La police ne fait rien, ou presque. Alors, la narratrice, Justine, mère du jeune Malcolm immobile et inerte sur son lit de l’hôpital H, décide de se lancer à la recherche du chauffard. Seul indice, la couleur Moka de la berline en cavale. De péripéties en suspenses dignes des épisodes les moins remuants de L’Inspecteur Derrick, elle découvre le pot aux roses sur la côte basque. Le coupable est démasqué, l’adolescent sort du coma, la vie peut reprendre son cours paisible…

Il faut donc rechercher l’intérêt de ce nouveau roman de Tatiana De Rosnay non dans l’intrigue, mais dans l’analyse de cette fracture familiale qui isole et confine une mère dans son rôle le plus charnel, la sauvegarde de sa progéniture au mépris des règles de la tribu. Andrew, le mari britannique, se démarque de cette démarche : «Never explain, never complain» ; Georgia, la petite sœur, ne comprend pas bien ce qui arrive, et la famille se désagrège lentement dans la moiteur malsaine du repliement sur soi et le souvenir des jours heureux, qui s’éloignent, happés par une douleur qui se partage mal.

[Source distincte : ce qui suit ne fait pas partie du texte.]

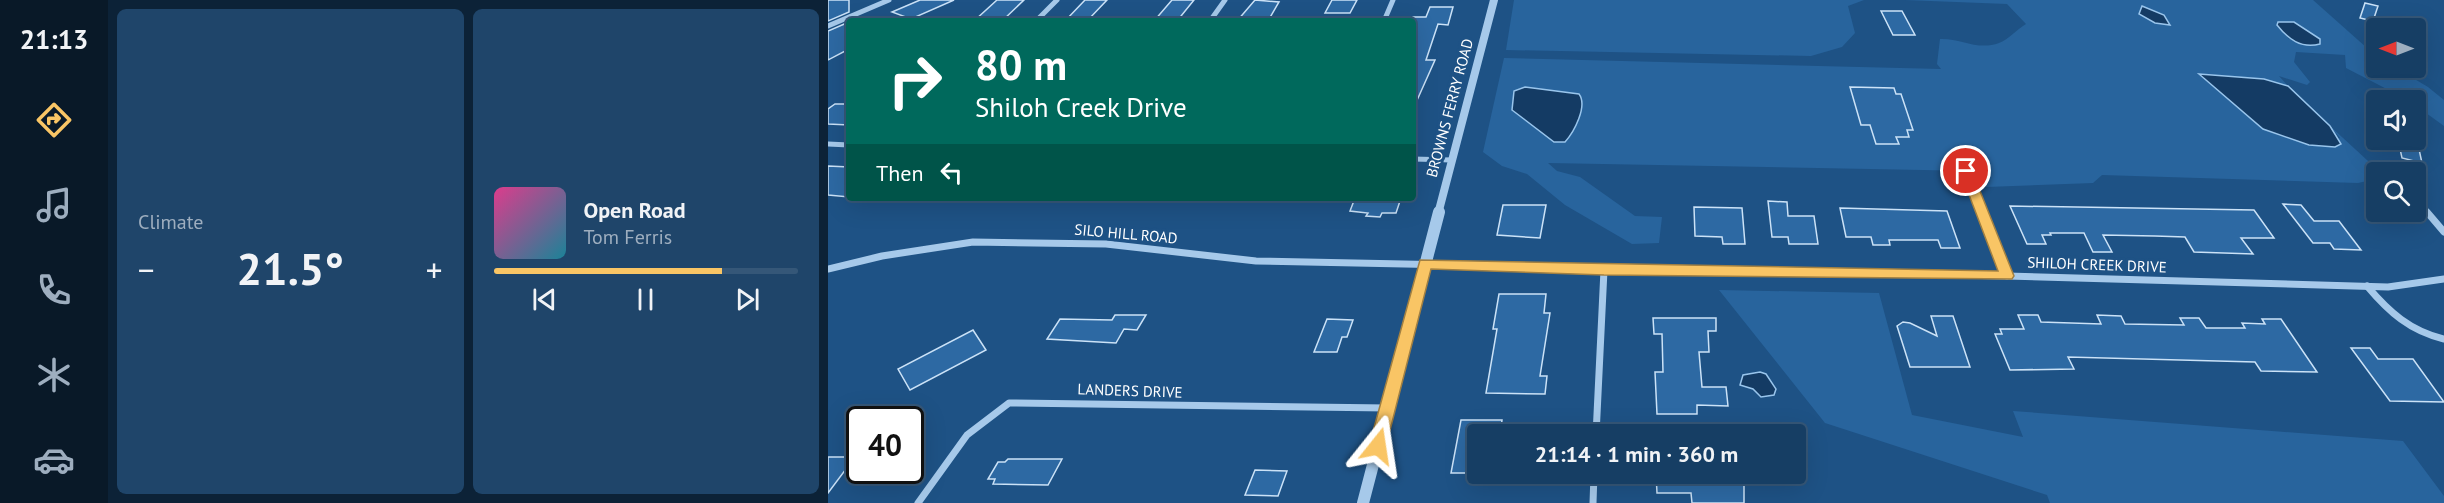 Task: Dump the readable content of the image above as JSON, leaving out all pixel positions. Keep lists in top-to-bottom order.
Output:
{
  "streets": {
    "street": [
      "BROWNS FERRY ROAD",
      "SILO HILL ROAD",
      "SHILOH CREEK DRIVE",
      "LANDERS DRIVE"
    ]
  },
  "crossings": [
    ["BROWNS FERRY ROAD", "SILO HILL ROAD"],
    ["BROWNS FERRY ROAD", "SHILOH CREEK DRIVE"],
    ["BROWNS FERRY ROAD", "LANDERS DRIVE"],
    ["SILO HILL ROAD", "SHILOH CREEK DRIVE"]
  ],
  "north": "left",
  "page": {
    "tabs": "21:13",
    "tile": "Climate",
    "turn": ["80 m", "Shiloh Creek Drive"],
    "then": "Then",
    "song": ["Open Road", "Tom Ferris"],
    "heat": ["−", "21.5°", "+"],
    "limit": "40",
    "trip": "21:14 · 1 min · 360 m"
  }
}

Si le récit était biographique, l’écriture en serait certainement la thérapie, la meilleure façon d’évacuer une telle tragédie et son «ouragan d’émotions». L’histoire ne le dit pas, mais certains signes pourraient le confirmer. Scanner les micros évènements familiaux, aussi traumatisants soient-ils, dans un laps de temps aussi court, un mois, peut réduire le nombre de lecteurs à une portion compatissante. Car l’actualité foisonne de faits, hélas, à grande échelle, et si, il est vrai, le protocole compassionnel doit s’appliquer dès la première victime, le happy-end fait toute la différence.

Chargé en tourments et en insupportable désarroi, le roman de cette journaliste de Elle, Psychologies et Mood, l’est, no doubt about, mais il est à craindre qu’il ne se dilue dans la masse des publications. Les mamans, anyway, aimeront le récit de cette lionne en plein Paris, craquante quand elle fredonne Lavender’s blue à l’oreille de son bébé de treize ans, meurtri, déjà, dans sa jeune vie.